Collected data

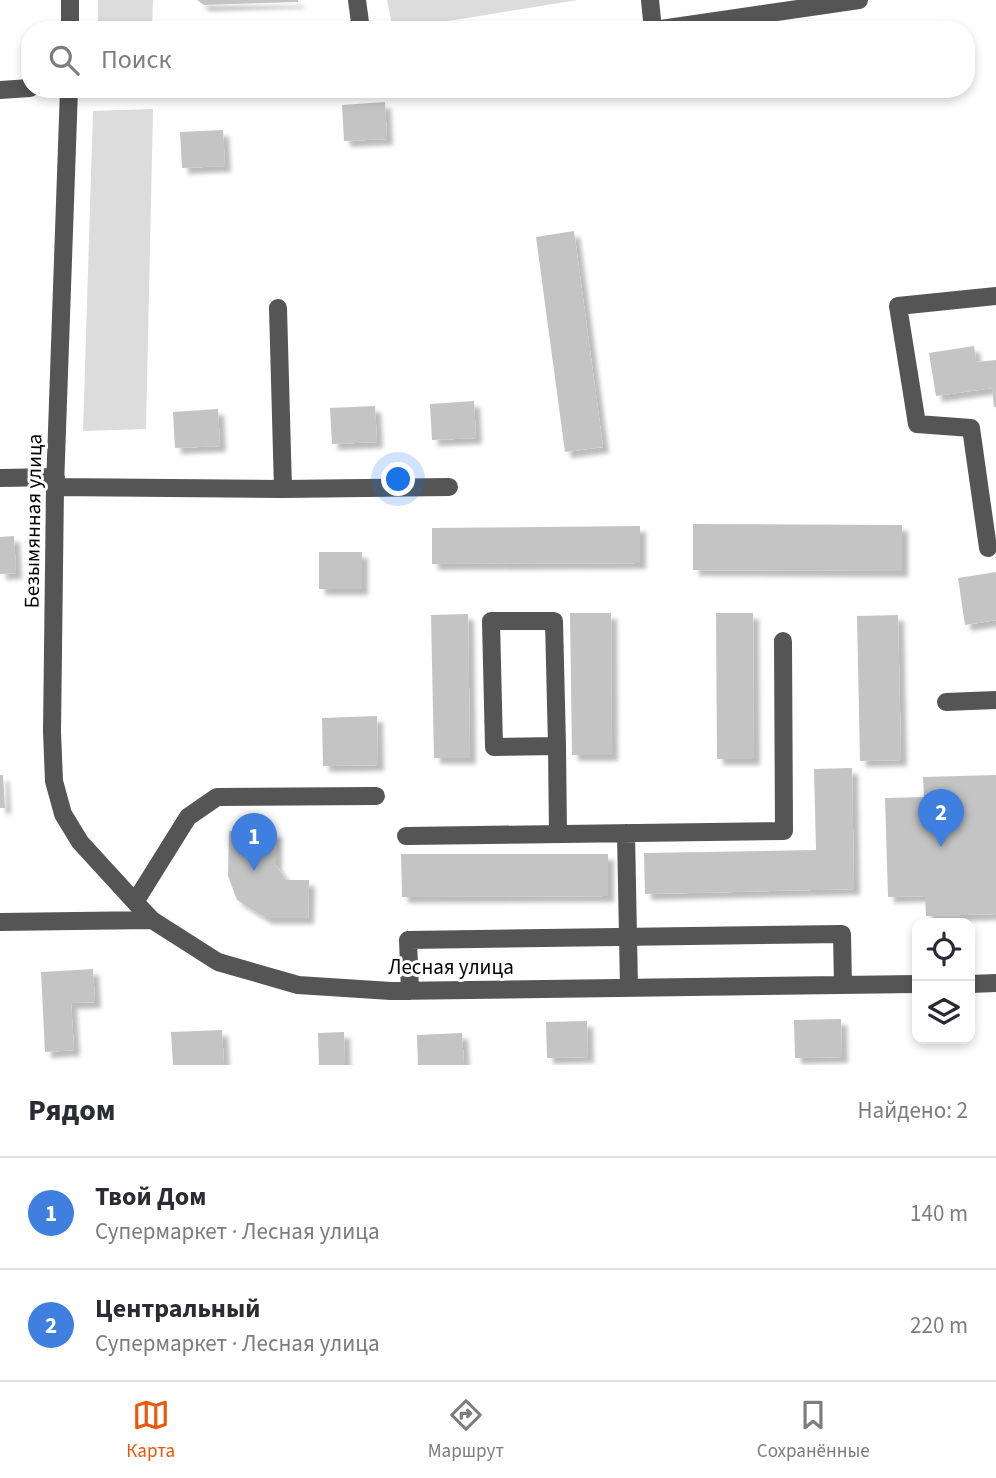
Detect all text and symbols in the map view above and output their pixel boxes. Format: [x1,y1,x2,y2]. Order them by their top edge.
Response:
search box [21,21,975,98]
icon: search [45,41,83,79]
text: Поиск [101,41,171,78]
street label: Безымянная улица [16,433,50,609]
your location [381,462,415,496]
pin: 2 [918,789,964,847]
pin: 1 [231,813,277,871]
map controls [912,918,975,1044]
button: locate [912,918,975,981]
street label: Лесная улица [388,952,514,982]
button: layers [912,981,975,1044]
text: Рядом [28,1089,116,1132]
text: Найдено: 2 [858,1094,968,1127]
text: Твой Дом [95,1178,206,1215]
text: 1 [45,1197,57,1230]
text: 140 m [910,1197,968,1230]
text: Супермаркет · Лесная улица [95,1215,380,1248]
text: Центральный [95,1290,260,1327]
text: 2 [45,1309,57,1342]
text: 220 m [910,1309,968,1342]
text: Супермаркет · Лесная улица [95,1327,380,1360]
tab: Карта [126,1396,175,1465]
tab: Маршрут [428,1396,504,1465]
tab: Сохранённые [757,1396,870,1465]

About this task
Set down the lines of the records above exactly, apart from the pictures.

Task response
Detect all text and symbols in the map view above and output their pixel boxes. Format: [x1,y1,x2,y2]. Order them by their top edge.
Response:
search box [21,21,975,98]
icon: search [45,41,83,79]
text: Поиск [101,41,171,78]
street label: Безымянная улица [16,433,50,609]
your location [381,462,415,496]
pin: 2 [918,789,964,847]
pin: 1 [231,813,277,871]
map controls [912,918,975,1044]
button: locate [912,918,975,981]
street label: Лесная улица [388,952,514,982]
button: layers [912,981,975,1044]
text: Рядом [28,1089,116,1132]
text: Найдено: 2 [858,1094,968,1127]
text: Твой Дом [95,1178,206,1215]
text: 1 [45,1197,57,1230]
text: 140 m [910,1197,968,1230]
text: Супермаркет · Лесная улица [95,1215,380,1248]
text: Центральный [95,1290,260,1327]
text: 2 [45,1309,57,1342]
text: 220 m [910,1309,968,1342]
text: Супермаркет · Лесная улица [95,1327,380,1360]
tab: Карта [126,1396,175,1465]
tab: Маршрут [428,1396,504,1465]
tab: Сохранённые [757,1396,870,1465]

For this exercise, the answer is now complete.